"""

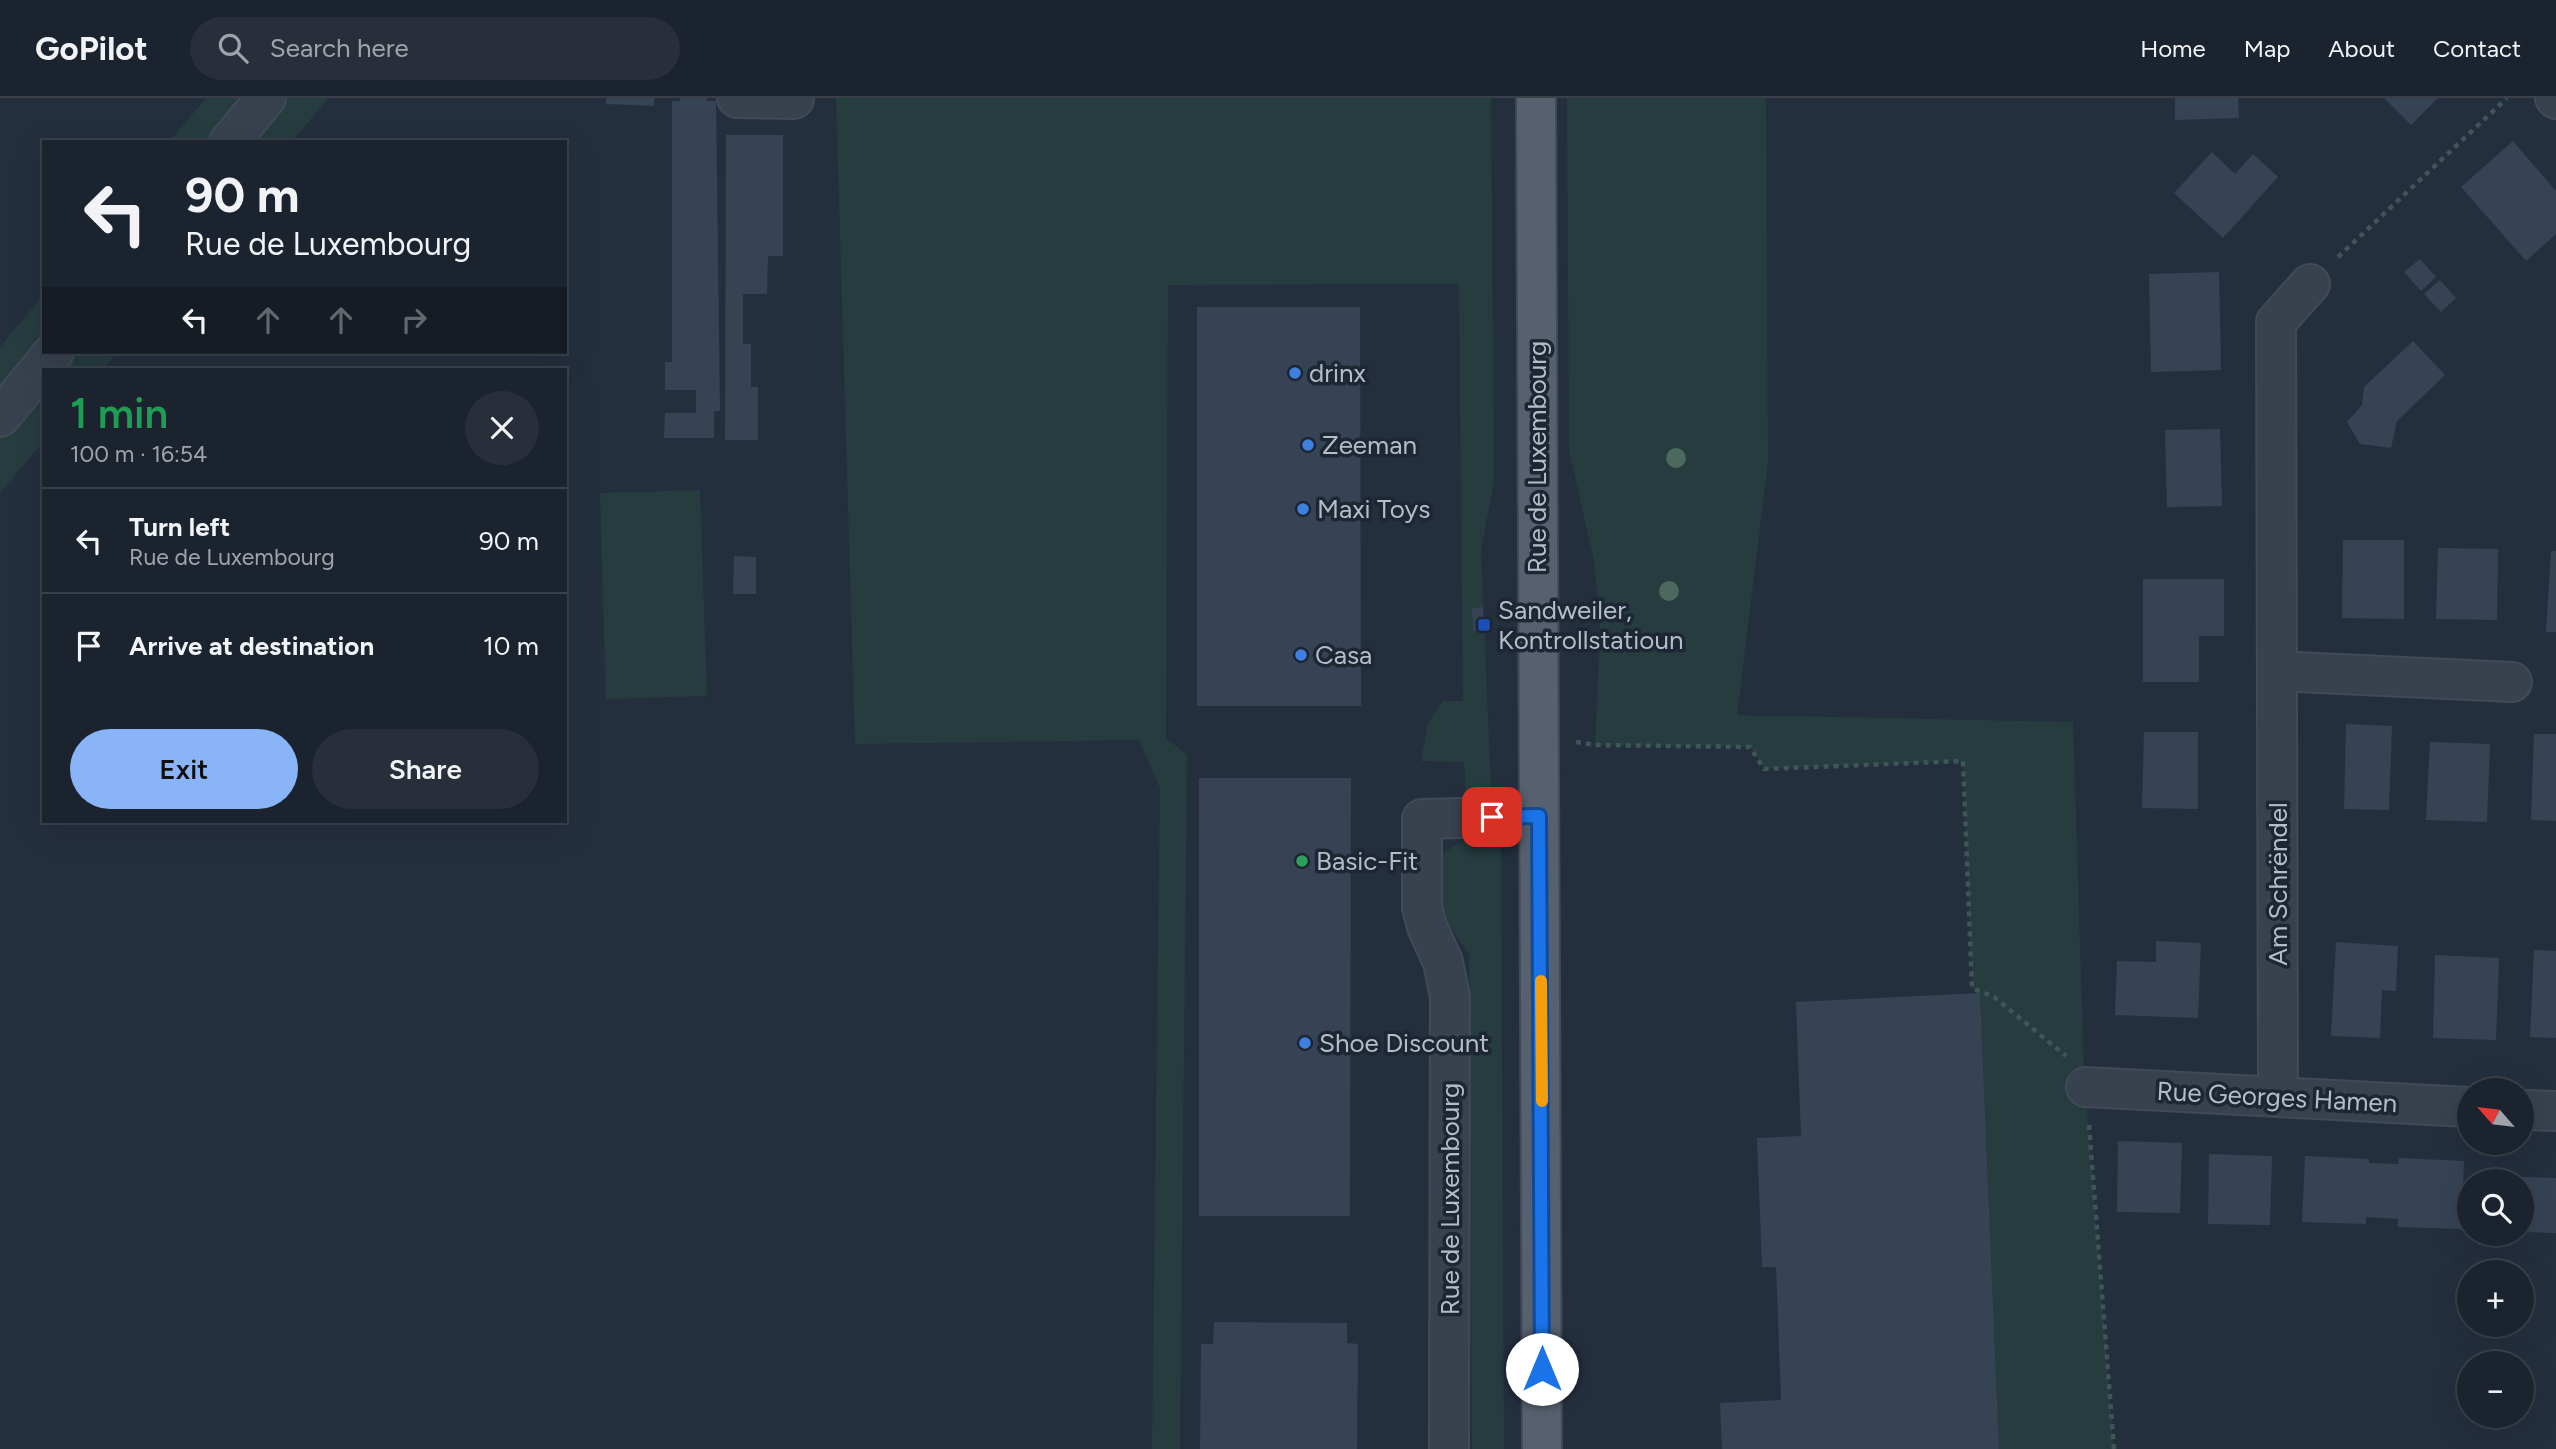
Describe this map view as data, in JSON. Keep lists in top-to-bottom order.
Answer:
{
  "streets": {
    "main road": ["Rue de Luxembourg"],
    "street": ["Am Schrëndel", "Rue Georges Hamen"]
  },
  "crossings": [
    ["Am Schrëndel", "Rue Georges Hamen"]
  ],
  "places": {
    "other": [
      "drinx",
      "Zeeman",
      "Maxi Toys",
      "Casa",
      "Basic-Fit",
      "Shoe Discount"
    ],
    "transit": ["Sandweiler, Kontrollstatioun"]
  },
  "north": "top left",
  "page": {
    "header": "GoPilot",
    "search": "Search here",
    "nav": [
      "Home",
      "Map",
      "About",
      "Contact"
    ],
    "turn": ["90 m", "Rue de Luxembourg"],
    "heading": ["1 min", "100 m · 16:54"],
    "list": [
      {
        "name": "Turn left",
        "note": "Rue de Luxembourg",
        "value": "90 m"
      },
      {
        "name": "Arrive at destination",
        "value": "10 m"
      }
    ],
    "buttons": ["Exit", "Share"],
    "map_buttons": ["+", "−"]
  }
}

"""

▸ **YOUR ASSIGNMENT**:
Would you return all of the entries unchanged while omitting the images?

▸ **TASK ANSWER**:
Describe this map view as data, in JSON. Keep lists in top-to-bottom order.
Answer:
{
  "streets": {
    "main road": ["Rue de Luxembourg"],
    "street": ["Am Schrëndel", "Rue Georges Hamen"]
  },
  "crossings": [
    ["Am Schrëndel", "Rue Georges Hamen"]
  ],
  "places": {
    "other": [
      "drinx",
      "Zeeman",
      "Maxi Toys",
      "Casa",
      "Basic-Fit",
      "Shoe Discount"
    ],
    "transit": ["Sandweiler, Kontrollstatioun"]
  },
  "north": "top left",
  "page": {
    "header": "GoPilot",
    "search": "Search here",
    "nav": [
      "Home",
      "Map",
      "About",
      "Contact"
    ],
    "turn": ["90 m", "Rue de Luxembourg"],
    "heading": ["1 min", "100 m · 16:54"],
    "list": [
      {
        "name": "Turn left",
        "note": "Rue de Luxembourg",
        "value": "90 m"
      },
      {
        "name": "Arrive at destination",
        "value": "10 m"
      }
    ],
    "buttons": ["Exit", "Share"],
    "map_buttons": ["+", "−"]
  }
}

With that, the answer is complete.